Skip to main content

Homework #3: Graph Visualization

Crowdsourced RPI CSCI Course & Instructor Dataset

Our dataset for this assignment will be the courses at RPI typically taken by Computer Science majors. Here's a link to our shared Google Sheets dataset:

The data is organized into two tabs: one lists the courses and their prerequisites, the second shows the history of terms the course was offered and the instructor(s) for each term. We will focus on classes taken by CSCI majors to complete their degree requirements. Here are the requirements for the most recent incoming class:

Some of this data can be scraped from websites, but requires significant manual editing for clarity, consistency, and accuracy. In particular, the historical data might be inconsistent and much harder to acquire automatically. So we'll work together to crowdsource a clean and somewhat simplified version of this data.

Graphviz

The primary goal for this assignment is to familiarize yourself with Graphviz, an open source visualization tool for automatically drawing network-like graphs of linked nodes. To get started:

  • Download the Graphviz software and explore the gallery of examples. Learn how to run these examples on your own machine and view the results.

  • Edit by hand some of the input graph files -- see also the the DOT file format documentation. Experiment with different display options.

  • Using your favorite programming language, write code to generate and output a range of synthetic input files. Your program should be parameterized (allow you to modify) the number of nodes, the density/sparseness of edges, etc. Consider using randomness.

    Alternatively, you could write in C/C++ and directly compile with the Graphviz codebase.

  • Create a variety of network connectivities including: a tree, a clique, a planar graph, a bipartite graph, disconnected components, etc. The size of your graphs should be "medium" sized (10-40 nodes?). The size should not be too large -- that is, with a little time, a "good, ~optimal" layout could be done by hand. Save 5-10 of these images for inclusion in your homework writeup to demonstrate your experimentation.

  • Now let's work with the RPI CSCI Course & Instructor Datatset about to create 3 different polished graph visualizations:

    1. A directed graph showing a typical or specific student progressing through the CSCI degree requirements over ~8 semesters. You can draw the exact course plan you followed, what you should have taken (if you had a time machine), or the course plan you would recommend to a friend starting at RPI in Fall 2020.

      Note: You can include "the Arch" or ignore it ;) You can choose how to handle non CSCI courses: what to include, what to display, what to simplify.

      Carefully consider your audience for this visualization -- students and their advisors who are making course planning and registration decisions. Does your visualization help them understand what modifications are possible? Which classes can be taken early or delayed? Which courses and terms are more challenging -- workload, time commitment, etc.

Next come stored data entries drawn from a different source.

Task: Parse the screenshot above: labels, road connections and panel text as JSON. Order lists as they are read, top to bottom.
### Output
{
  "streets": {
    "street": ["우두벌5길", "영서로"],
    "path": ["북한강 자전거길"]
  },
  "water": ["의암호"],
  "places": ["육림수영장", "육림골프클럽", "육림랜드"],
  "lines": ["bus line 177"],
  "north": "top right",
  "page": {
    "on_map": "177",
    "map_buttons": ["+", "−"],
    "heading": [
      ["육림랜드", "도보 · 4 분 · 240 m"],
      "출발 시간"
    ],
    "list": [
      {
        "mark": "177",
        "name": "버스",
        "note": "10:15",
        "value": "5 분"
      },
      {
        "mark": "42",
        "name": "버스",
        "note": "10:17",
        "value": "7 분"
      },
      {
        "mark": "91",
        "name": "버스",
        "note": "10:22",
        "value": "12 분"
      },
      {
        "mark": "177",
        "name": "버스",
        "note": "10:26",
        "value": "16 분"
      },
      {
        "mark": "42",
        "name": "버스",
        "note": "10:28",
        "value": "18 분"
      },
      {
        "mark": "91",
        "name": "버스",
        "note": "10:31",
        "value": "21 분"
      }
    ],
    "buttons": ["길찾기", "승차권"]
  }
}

    2. A bi-partite graph showing two types of nodes: courses and instructors where an edge is drawn between a course and an instructor if the instructor has taught the course at least once. (There are no edges between instructors, or between courses.) This graph should reveal how faculty and courses cluster by teaching/research interests and specializations.

    3. And finally, design and execute an interesting graph of your choice from this data (or subset of this data).

    Experiment with the visual options (layout, color, line style, line thickness, line shape, text placement, font, etc.). What options are most successful for the different visualizations? Write an excellent caption for each of your 3 polished graphs.

  • Finally, analyze your experience with the Graphviz tool. Were you able to successfully execute your designs? Did the tool help you automatically create interesting, moderately-complex graphs? Note any weaknesses in the tool or degeneracies with more specific inputs. Could you have done better by hand? What adjustments/improvements do you believe are necessary to the graph drawing engine of this tool?

    Write a short review of the tool. How quick was the installation and learning to use the tool? What resources were most useful? What sorts of applications/datasets are most appropriate for this tool? What are the limitations of this tool? What are some suggestions/cautions to others who consider using this tool?

How to Submit

  • Prepare a report as a .pdf with embedded images. Be sure to include:

    • ~5 graphs of synthetic data demonstrating a variety of graph types and visualization styling. Write a short caption for each describing what you were trying to achieve, what was successful, and/or what needs improvement.

    • 3 polished graphs of the course data with carefully written captions.

    • Analysis and review of Graphviz tool.

  • Collect the code you wrote to generate the synthetic input files, and code/scripts to organize/preprocess the course data in a subfolder named "code". Note: We won't try to run your code when grading, so don't include any 3rd party libraries you may have used or the executable. The code should have some organization and basic comments, but you do not need to prepare detailed documentation.

  • Share your favorite, most-successful image from the assignment on the Submitty Forum. Make sure your forum post includes a well-written and descriptive caption to go along with your image.